In characteristic fashion, denim master Scott Morrison is entrepreneurially leading the industry (again) with an inspired little shop of large ideas and limited quantity denim for connoisseurs and walk-ins alike.
“I have always loved the sewing detail, the factory experience, seeing how everything is made and total transparency. So, I wanted to put it all behind glass and let people watch it being made right there. The point is to do something beautiful and that no one’s ever seen and in a way that no one’s ever seen.”
What started with four sewing machines in Morrison’s apartment is, as of May, an all-in-one custom denim shop in SoHo. The name, 3×1 (made here) – pronounced “three by one” – is derived from denim’s standard weaving construction (3×1 Right Hand Twill). It’s also a nod to this being Morrison’s third denim line. Regarding the name, Morrison says, “I wanted something intriguing and a little bit obscure. Something that people might stop and think about for a minute.”
With the support of another denim mogul Eric Rothfeld Morrison’s “passion project” is off and running. (So referenced because “it’s not really scalable” and that’s not the intention; it’s about intimacy, exclusivity and quality.) Mondays and Tuesdays are reserved for private appointments; retail hours are Wednesday through Sunday, 11 – 7.
3×1 stocks more than 106 different denims – 60 rolls of which are men’s selvedge, the rest women’s and unisex. Of this wealth no more than 25 pairs of jeans are made per day. And though nearly every detail of each pair is customizable, what’s most notable is the exceptional construction.
“We can do a lot of things that normal factories don’t: stitchless belt loops which have to be hand-threaded, constructed waistbands that you’d see on a Balenciaga pant – not a jean, and slingshot waistbands which also have to be done by hand and are very labor intensive.”
3×1 offers three shopping experiences: Ready-Made, Custom-Made and Bespoke. Ready- Made: Walk in, choose your pair and then customize the buttons and rivets and have an on-the-spot hem before walking out. Ready-Mades are numbered (8/12 for example) and no more than the specified quantity of each will be produced (24 tops). After which the denim is discontinued and a new selection introduced.

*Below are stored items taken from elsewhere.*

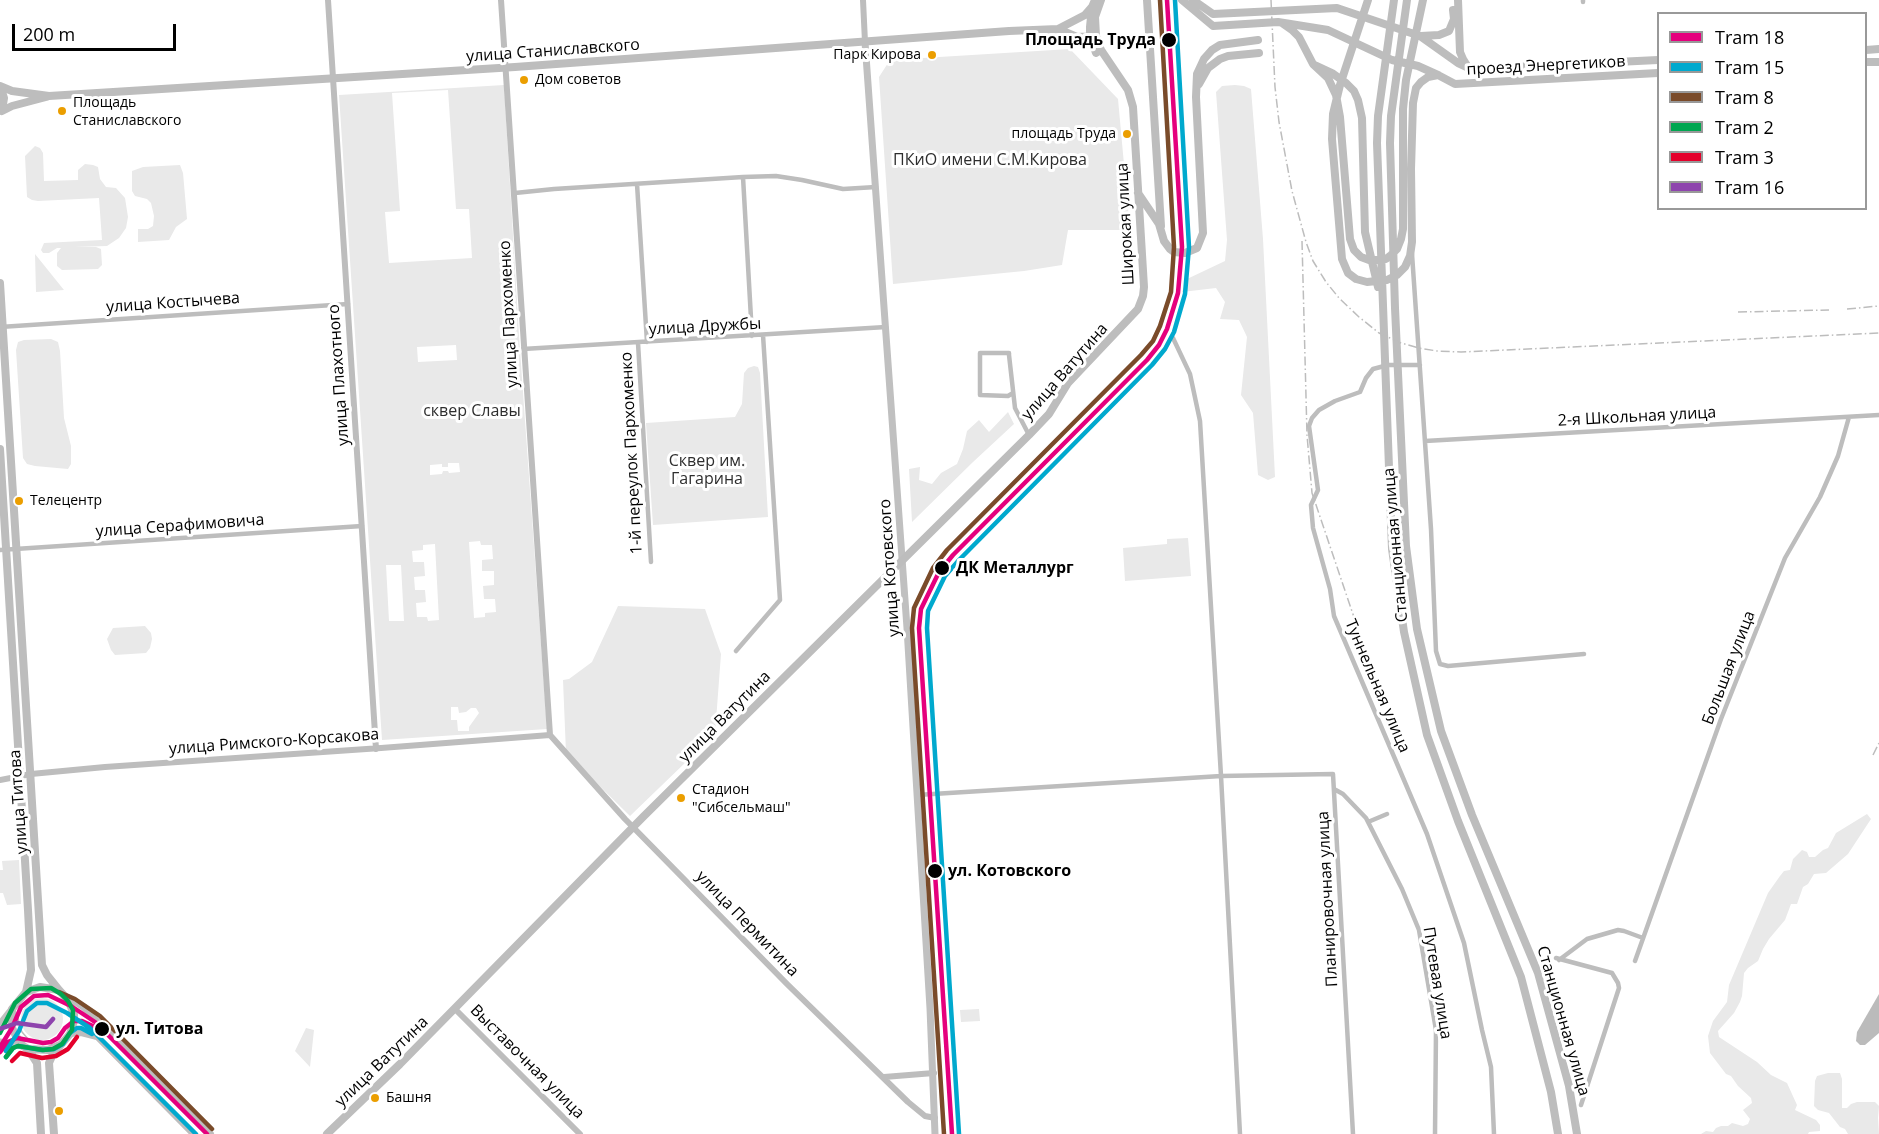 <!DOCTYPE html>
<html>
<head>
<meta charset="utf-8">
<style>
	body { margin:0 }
	#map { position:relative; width:1879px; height:1134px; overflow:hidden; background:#fff; font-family:"Open Sans",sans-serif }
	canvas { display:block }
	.legend { position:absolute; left:1657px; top:12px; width:210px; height:198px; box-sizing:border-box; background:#fff; border:2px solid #999; margin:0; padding:8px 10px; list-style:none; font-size:18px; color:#000 }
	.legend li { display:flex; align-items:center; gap:12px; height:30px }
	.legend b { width:30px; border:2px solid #999 }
	.scale { position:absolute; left:12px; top:24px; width:164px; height:27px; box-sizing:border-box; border:3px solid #000; border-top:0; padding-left:8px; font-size:18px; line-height:21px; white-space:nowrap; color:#000; -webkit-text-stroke:4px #fff; paint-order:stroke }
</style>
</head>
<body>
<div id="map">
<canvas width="1879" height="1134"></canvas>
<ul class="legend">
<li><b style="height:8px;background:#e5007d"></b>Tram 18</li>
<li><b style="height:8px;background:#00a9ce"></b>Tram 15</li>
<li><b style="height:8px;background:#7a4b2a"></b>Tram 8</li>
<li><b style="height:8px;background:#00a651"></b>Tram 2</li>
<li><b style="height:8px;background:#e4002b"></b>Tram 3</li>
<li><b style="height:8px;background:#8e44ad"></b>Tram 16</li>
</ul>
<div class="scale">200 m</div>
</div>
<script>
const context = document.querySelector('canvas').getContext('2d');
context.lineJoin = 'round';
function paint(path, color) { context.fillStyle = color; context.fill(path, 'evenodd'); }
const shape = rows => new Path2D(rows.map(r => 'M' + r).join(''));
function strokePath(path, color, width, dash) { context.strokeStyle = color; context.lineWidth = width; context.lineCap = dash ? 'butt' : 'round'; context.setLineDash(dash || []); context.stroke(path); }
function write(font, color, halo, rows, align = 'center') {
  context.font = font + ' "Open Sans",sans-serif'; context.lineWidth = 6; context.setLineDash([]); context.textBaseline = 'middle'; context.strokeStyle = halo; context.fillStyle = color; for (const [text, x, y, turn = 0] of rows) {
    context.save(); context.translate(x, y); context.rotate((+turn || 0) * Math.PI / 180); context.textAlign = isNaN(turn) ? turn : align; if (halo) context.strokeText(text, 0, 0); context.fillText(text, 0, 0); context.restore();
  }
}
paint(shape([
	[1070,49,1118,99,1130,230,1068,230,1062,265,1024,271,893,284,879,77,890,60],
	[504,85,519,336,547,729,382,740,339,95],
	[448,90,456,209,469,209,472,258,389,263,385,212,400,211,392,93],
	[456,345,457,360,418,362,417,347],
	[448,463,459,463,460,472,449,473,448,471,443,471,442,474,430,475,430,465,442,464,442,467,448,467],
	[480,541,481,545,492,545,493,559,482,560,482,571,494,571,494,585,483,586,484,599,495,599,496,612,485,613,485,617,474,618,469,542],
	[435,544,439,620,428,621,427,617,417,617,416,603,426,602,425,590,415,590,414,577,425,576,424,562,413,562,412,551,423,550,423,545],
	[386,565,401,565,404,621,389,621],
	[451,707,458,707,459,713,466,712,471,708,476,708,479,713,469,727,469,731,458,731,457,720,451,720],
	[1235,85,1244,86,1251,89,1263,239,1275,477,1268,480,1258,475,1253,413,1241,395,1247,337,1239,320,1220,319,1225,302,1216,288,1182,292,1187,279,1225,261,1227,240,1216,92,1222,86],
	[35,146,40,148,43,153,44,181,78,180,78,170,85,164,93,165,98,167,100,179,106,187,116,188,125,198,128,217,126,228,119,238,107,246,74,247,96,247,101,249,102,265,98,269,62,270,57,266,57,253,61,248,57,248,49,253,43,253,41,250,44,243,102,240,99,198,38,201,32,200,27,197,25,156],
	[180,165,183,173,187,219,176,227,169,240,138,242,138,229,148,229,153,226,154,216,151,203,147,199,135,196,132,191,132,171,143,167],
	[35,254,64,290,36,292],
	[51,339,58,342,60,351,64,418,71,446,71,464,68,469,35,466,27,464,23,458,16,350,18,342,24,340],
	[754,366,758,367,760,373,768,517,653,525,646,423,735,417,742,404,744,373,748,368],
	[1008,412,1014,424,973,462,912,522,909,469,920,467,919,480,932,484,941,473,957,464,963,449,967,431,979,420,989,432],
	[1188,538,1191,576,1125,581,1123,548,1167,544,1167,539],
	[618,606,705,609,721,654,715,734,630,816,566,753,563,680,569,679,592,662],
	[145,626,151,633,152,639,150,648,146,653,115,655,111,650,107,639,113,628],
	[1867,814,1871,819,1848,854,1826,873,1814,874,1808,884,1803,887,1797,904,1791,904,1785,920,1769,939,1763,949,1758,961,1748,968,1744,973,1742,996,1740,1002,1734,1013,1718,1031,1719,1037,1757,1062,1771,1075,1787,1083,1797,1105,1795,1110,1816,1120,1820,1125,1820,1131,1809,1132,1808,1134,1701,1134,1706,1131,1713,1132,1716,1128,1721,1126,1728,1126,1732,1123,1743,1126,1748,1124,1750,1119,1743,1110,1752,1103,1751,1098,1738,1086,1731,1076,1726,1074,1710,1053,1708,1036,1713,1021,1727,1002,1729,985,1768,893,1780,876,1784,871,1790,870,1793,859,1802,850,1807,852,1809,857,1815,857,1823,850,1828,848,1836,833],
	[19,860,21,904,7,905,3,893,0,893,0,870,3,870,2,861],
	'21 1019a21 21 0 1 1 42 0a21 21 0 1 1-42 0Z',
	[979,1009,980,1021,961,1022,960,1010],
	[306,1028,314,1030,310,1067,295,1051],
	[1828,1073,1840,1073,1842,1079,1842,1108,1847,1108,1851,1104,1857,1102,1875,1102,1879,1106,1878,1118,1879,1134,1848,1134,1845,1129,1840,1127,1829,1113,1818,1110,1814,1106,1815,1081,1817,1076]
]), '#e9e9e9');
paint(shape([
	[1879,994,1879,1033,1865,1045,1860,1045,1856,1041,1857,1032]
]), '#bbb');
strokePath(shape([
	[1583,0,1583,2],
	[743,177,752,336],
	[637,184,647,342],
	[515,193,554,189,743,177,776,176,802,180,843,189,876,187],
	[1412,254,1431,529,1436,651,1440,664,1448,666,1584,654],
	[0,327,348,304],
	[1173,338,1190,374,1200,421,1221,776,1240,1134],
	[638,343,651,562],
	[523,349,886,327],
	[1420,365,1388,365,1373,369,1366,378,1360,392,1335,401,1319,410,1312,418,1309,426,1318,490,1311,505,1313,528,1330,589,1334,616,1427,834,1464,943,1482,1030,1491,1067,1494,1134],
	[1013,393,1008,396,980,395,980,353,1009,353,1009,355,1015,408,1029,435],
	[1425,441,1879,415],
	[0,550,362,526],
	[736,651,780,600,763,335],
	[1334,789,1343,794,1366,818,1402,889,1419,930,1436,1030,1435,1134],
	[917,795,1221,776,1333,774,1353,1134],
	[1368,822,1387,814],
	[1556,958,1612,973,1618,983,1619,988,1581,1105],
	[1559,960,1587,939,1618,930,1624,931,1643,938],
	[1635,961,1721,719,1785,558,1820,497,1838,456,1849,417]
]), '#bdbdbd', 4.5);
strokePath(shape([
	[328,0,376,749],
	[501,0,550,735],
	[863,0,865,42],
	[550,735,625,819,787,984,908,1102,925,1116,935,1118],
	[0,780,31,774,105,767,381,748,550,735],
	[66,996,84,1008,211,1134],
	[455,1009,580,1134],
	[70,1034,81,1033,97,1037,193,1134],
	[884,1077,934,1073]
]), '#bdbdbd', 6);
strokePath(shape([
	[865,42,907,628,930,1008,935,1134],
	[0,1024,12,1009],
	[0,1042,23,1046]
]), '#c0c0c0', 7);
strokePath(shape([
	[1095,0,1092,7,1090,27,1090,36,1096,53],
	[1147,0,1161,226],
	[1182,0,1213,26,1278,22,1328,30,1392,60,1418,66,1438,75,1455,84,1658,73],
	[1193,0,1213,14,1337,8,1420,36,1458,63,1471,69,1658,60],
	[1368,0,1340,85,1333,114,1332,139,1342,259,1348,273,1356,279,1367,282,1387,280,1397,275,1405,267,1410,256,1412,242,1411,169,1413,103,1416,88,1421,82,1428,77,1438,75],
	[1394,0,1378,116,1377,143,1392,549,1404,632,1427,735,1458,821,1521,977,1551,1092,1558,1134],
	[1407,0,1391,116,1390,143,1395,308,1406,546,1417,629,1441,731,1472,815,1538,973,1569,1086,1577,1134],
	[1458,0,1460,52,1463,59,1468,67],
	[1282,23,1292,30,1299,37,1313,64,1328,78,1336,95,1340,117,1350,239,1354,250,1361,257,1369,260,1376,260,1386,259,1391,255,1397,249,1401,239,1403,229,1403,109,1406,80,1423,0],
	[1058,29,1085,15,1092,7],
	[1421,36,1439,35,1449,31,1454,19,1453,10],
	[1866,50,1879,49],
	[1866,62,1879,62],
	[1317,66,1332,73,1346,83,1354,91,1358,100,1362,118,1365,232,1378,287],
	[1199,84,1208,68,1220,59,1228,56,1259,53],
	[0,86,12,91,49,96,515,67,1009,31,1058,29,1077,37,1096,36],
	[0,86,4,98,2,110],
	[2,111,12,106,46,97],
	[1138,193,1159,224,1164,241,1170,249,1174,252,1185,253,1197,248,1203,233,1196,97,1197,74,1204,59,1212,50,1220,45,1258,40],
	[0,283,42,965,47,975,59,990],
	[0,449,28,910,31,970,26,992],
	[28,1049,37,1063,41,1134],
	[54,1134,49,1063,53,1054,70,1034,74,1021,74,1014,68,1000,59,990,40,987,26,992,12,1009,12,1028,17,1038,23,1046,28,1049,48,1050,60,1045],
	[327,1134,400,1064,643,817,1029,435,1049,414,1068,383,1138,309,1143,296,1144,287,1133,107,1128,90,1101,50,1096,36,1095,17,1101,0]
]), '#bdbdbd', 8);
strokePath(shape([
	[18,1016,19,1025,22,1032,28,1039]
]), '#bdbdbd', 1.5);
strokePath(shape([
	[1271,0,1275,87,1279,122,1292,191,1306,242,1313,261,1326,282,1339,298,1359,317,1379,333,1401,343,1419,348,1437,351,1461,352,1879,333],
	[1302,241,1307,435,1312,493,1383,703],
	[1847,309,1879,306],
	[1738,312,1829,310],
	[1873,755,1879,743]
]), '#bdbdbd', 1.5, [9, 3, 1.5, 3]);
strokePath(shape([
	[0,1047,12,1028,21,1007,34,996,48,995,71,1006,95,1022,207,1134],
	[0,1052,8,1042,17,1038,43,1043,51,1042,58,1038,65,1028,74,1021,82,1021,97,1028],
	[952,1134,919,628,921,609,939,572,953,555,1147,360,1159,345,1167,329,1178,293,1182,247,1167,0]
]), '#e5007d', 4.5);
strokePath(shape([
	[6,1051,19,1031,27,1011,37,1003,47,1003,67,1013,90,1028,196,1134],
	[6,1057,13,1048,18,1046,42,1050,54,1049,63,1044,70,1033,77,1028,81,1028,92,1034],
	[959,1134,927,628,928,611,945,576,959,560,1152,365,1165,349,1174,332,1185,294,1189,247,1175,0]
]), '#00a9ce', 4.5);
strokePath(shape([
	[59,992,75,999,100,1016,212,1129],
	[944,1134,912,628,914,608,933,568,947,550,1141,355,1153,341,1160,326,1171,292,1174,247,1160,0]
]), '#7a4b2a', 4.5);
strokePath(shape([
	[0,1033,15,1003,31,989,51,988,61,994,68,1001,73,1010,72,1030,62,1044,53,1049,43,1050,18,1046,13,1048,6,1057]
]), '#00a651', 4.5);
strokePath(shape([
	[12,1061,20,1053,42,1058,56,1056,68,1049,77,1037]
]), '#e4002b', 4.5);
strokePath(shape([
	[0,1029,17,1023,46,1027,53,1019]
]), '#8e44ad', 4.5);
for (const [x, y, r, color] of [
	[1169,40,8,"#000"],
	[932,55,5,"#eb9e00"],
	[524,80,5,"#eb9e00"],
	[62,111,5,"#eb9e00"],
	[1127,134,5,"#eb9e00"],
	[19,501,5,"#eb9e00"],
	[942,568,8,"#000"],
	[681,798,5,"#eb9e00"],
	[935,871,8,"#000"],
	[102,1029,8,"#000"],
	[375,1098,5,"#eb9e00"],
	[59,1111,5,"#eb9e00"]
]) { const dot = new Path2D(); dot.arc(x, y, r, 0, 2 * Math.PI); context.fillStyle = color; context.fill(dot); strokePath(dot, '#fff', 2); }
write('14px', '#000', '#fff', [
	["Парк Кирова",921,55,"right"],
	["Дом советов",535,80],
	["Площадь",73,103],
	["Станиславского",73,121],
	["площадь Труда",1116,134,"right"],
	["Телецентр",30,501],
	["Стадион",692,790],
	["\"Сибсельмаш\"",692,808],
	["Башня",386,1098]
], 'left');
write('bold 16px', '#000', '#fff', [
	["Площадь Труда",1156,40,"right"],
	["ДК Металлург",956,568],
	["ул. Котовского",948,871],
	["ул. Титова",116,1029]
], 'left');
write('16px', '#000', '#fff', [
	["улица Станиславского",553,51,-4],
	["проезд Энергетиков",1546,66,-3],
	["Широкая улица",1126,224,-93],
	["улица Костычева",173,303,-4],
	["улица Пархоменко",509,314,-93],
	["улица Дружбы",705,327,-3],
	["улица Ватутина",1065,372,-49],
	["улица Плахотного",339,375,-94],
	["2-я Школьная улица",1637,417,-3],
	["1-й переулок Пархоменко",632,453,-93],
	["улица Серафимовича",180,526,-4],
	["Станционная улица",1396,545,-95],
	["улица Котовского",890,568,-94],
	["Большая улица",1729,668,-69],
	["Туннельная улица",1377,686,67],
	["улица Ватутина",725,717,-45],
	["улица Римского-Корсакова",274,742,-4],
	["улица Титова",19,802,-94],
	["Планировочная улица",1328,899,-93],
	["улица Пермитина",747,924,46],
	["Путевая улица",1437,983,81],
	["Станционная улица",1563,1021,74],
	["улица Ватутина",382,1062,-44],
	["Выставочная улица",527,1062,45]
]);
write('16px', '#2e2e2e', '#fff', [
	["ПКиО имени С.М.Кирова",990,160],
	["сквер Славы",472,411],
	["Сквер им.",707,461],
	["Гагарина",707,479]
]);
</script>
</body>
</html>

Custom-Made: Select a style. Women’s jeans are organized by rise and men’s by fit: Standard, Japanese (fuller), Slim (the best-seller) and Men’s Standard with a lower rise. Everything else is customizable: leg shape, back pockets, hardware, thread … Bespoke: 3×1 books just 200 Bespoke appointments per year. In these, the sky’s the limit. Sit with Morrison and the sewer, learn everything you’ve ever wanted to know about denim, design your dream jean and then watch it being born. Reorder from a digitized pattern that 3×1 keeps on file and partake in an experience that you cannot get anywhere else.
The process of creating each jean involves hand-chalking pattern pieces, hand-cutting each pair and a dedicated sewer start to finish. There are no assembly lines; there is one excellently attentive expert for each garment.
“Basically, we’re breaking all of the typical traditions of a normal garment factory. The idea is that it’s probably as beautiful a denim garment as you can get.”
The handful of sewers, cutters and patternmakers came from Morrison’s past – even as far back and his days at Paper Denim & Cloth. They reside in a glass house in the center of the store. Refreshingly, it feels like the creative department rather than a factory.
3×1 is a return to the roots of a career that Morrison has worked somewhat in reverse. He began with the launch of Paper Denim & Cloth, which he calls a “commercial success”. Earnest Sewn was “a brand story” that focused on heritage and turn-of-the-century Americana. EVISU enlisted him to revive the fledgling Japanese premium denim line, but moves to generalization didn’t sit right with Morrison who turned his process inside-out and reinvented in order to demonstrate and preserve rather than imitate or exploit.
As well as representing the factories that are slowly exiting New York’s Garment District, “it’s also a bit of a commentary on the fact that there are a lot of products out there that aren’t up to quality. Possibly due to the consumption of branding, regardless of where or how it’s made.”
The only branding on any pair of 3×1 jeans is an unmarked, minimalist selvedge tab quietly folded under the back right pocket.
“Everyone is going after this economy where it’s more, cheaper, faster. It’s continually driving down the garment business. It seems natural to step back and do one thing really, really well. Let’s reignite or reintroduce people to the process that is unique and beautiful in and of itself.”
“There was no other big master plan other than that this would be a great thing for people to see.”